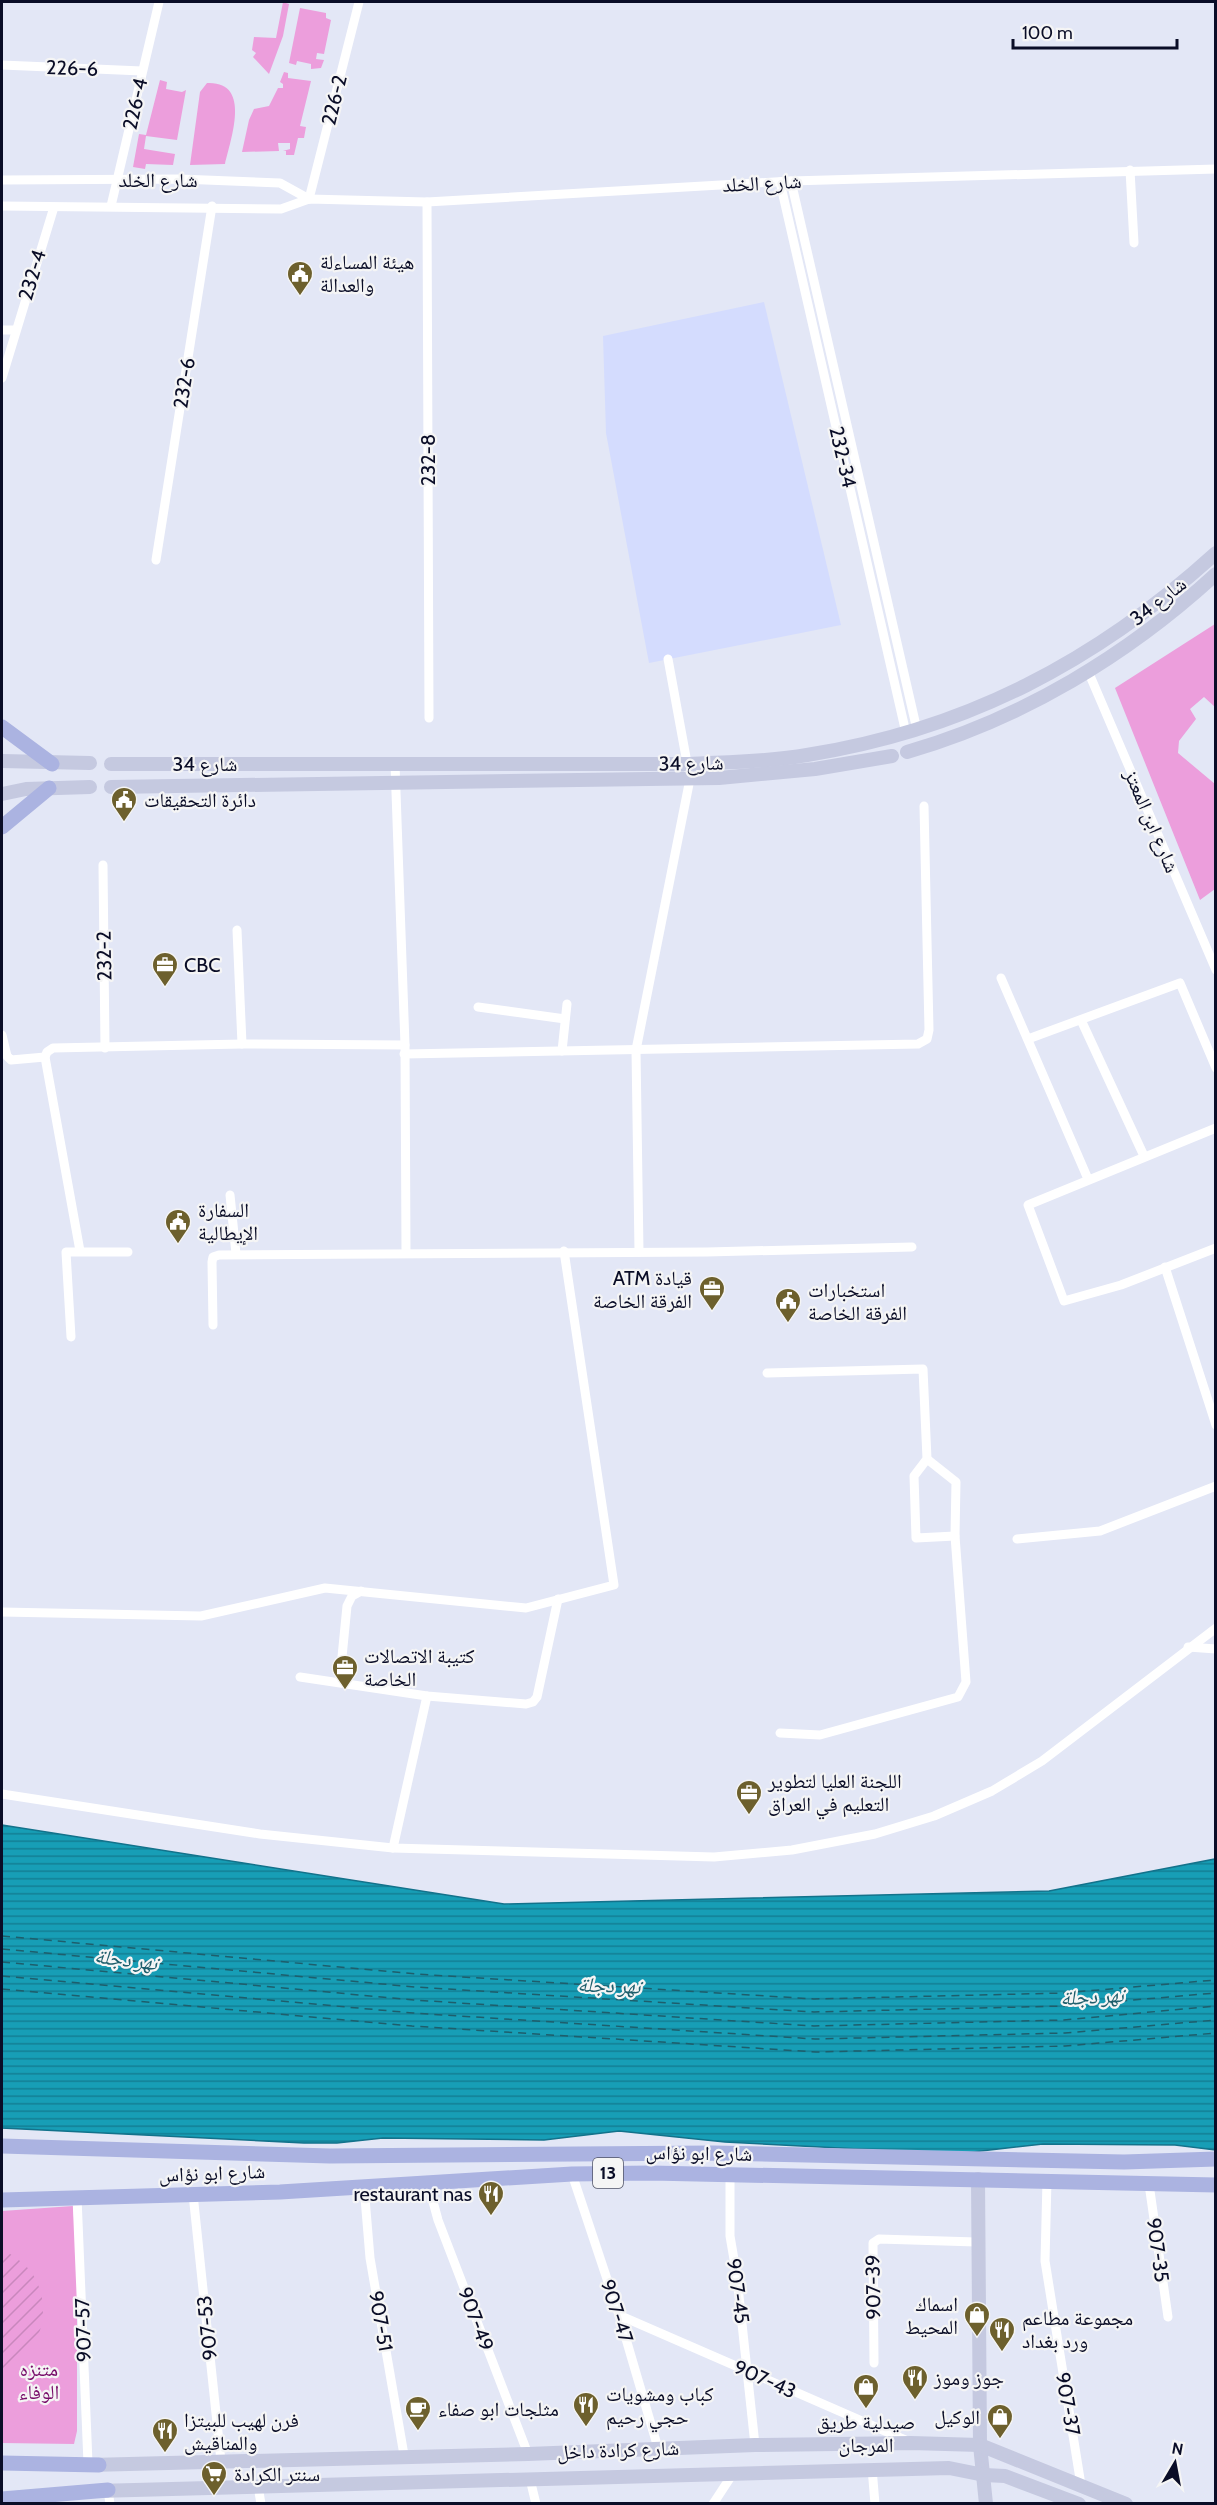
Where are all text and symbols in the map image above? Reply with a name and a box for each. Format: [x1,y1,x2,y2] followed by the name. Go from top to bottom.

==

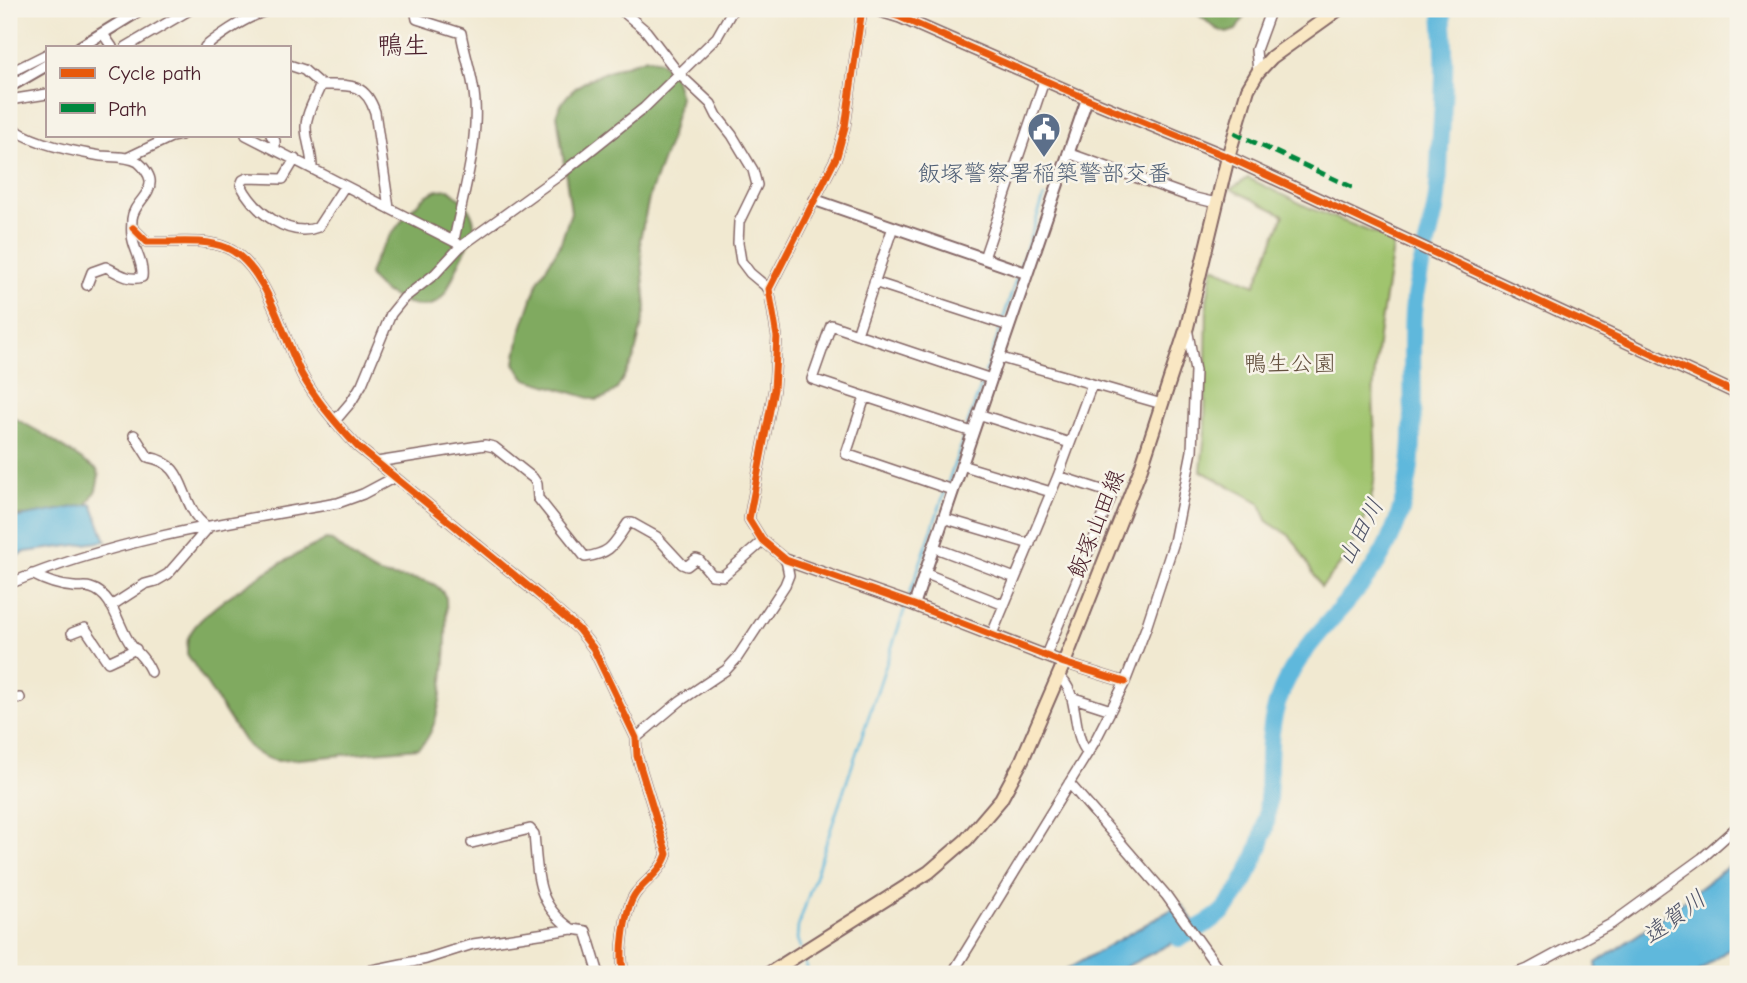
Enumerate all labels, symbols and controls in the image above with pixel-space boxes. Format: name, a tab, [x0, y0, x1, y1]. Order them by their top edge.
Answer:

## ACTIVITY
In the listing above, find each line with the word "Format" and copy it out.

## TASK RESULT
Where are all text and symbols in the map image above? Reply with a name and a box for each. Format: [x1,y1,x2,y2] followed by the name. Go from top to bottom.
Enumerate all labels, symbols and controls in the image above with pixel-space boxes. Format: name, a tab, [x0, y0, x1, y1]. Order them by their top edge.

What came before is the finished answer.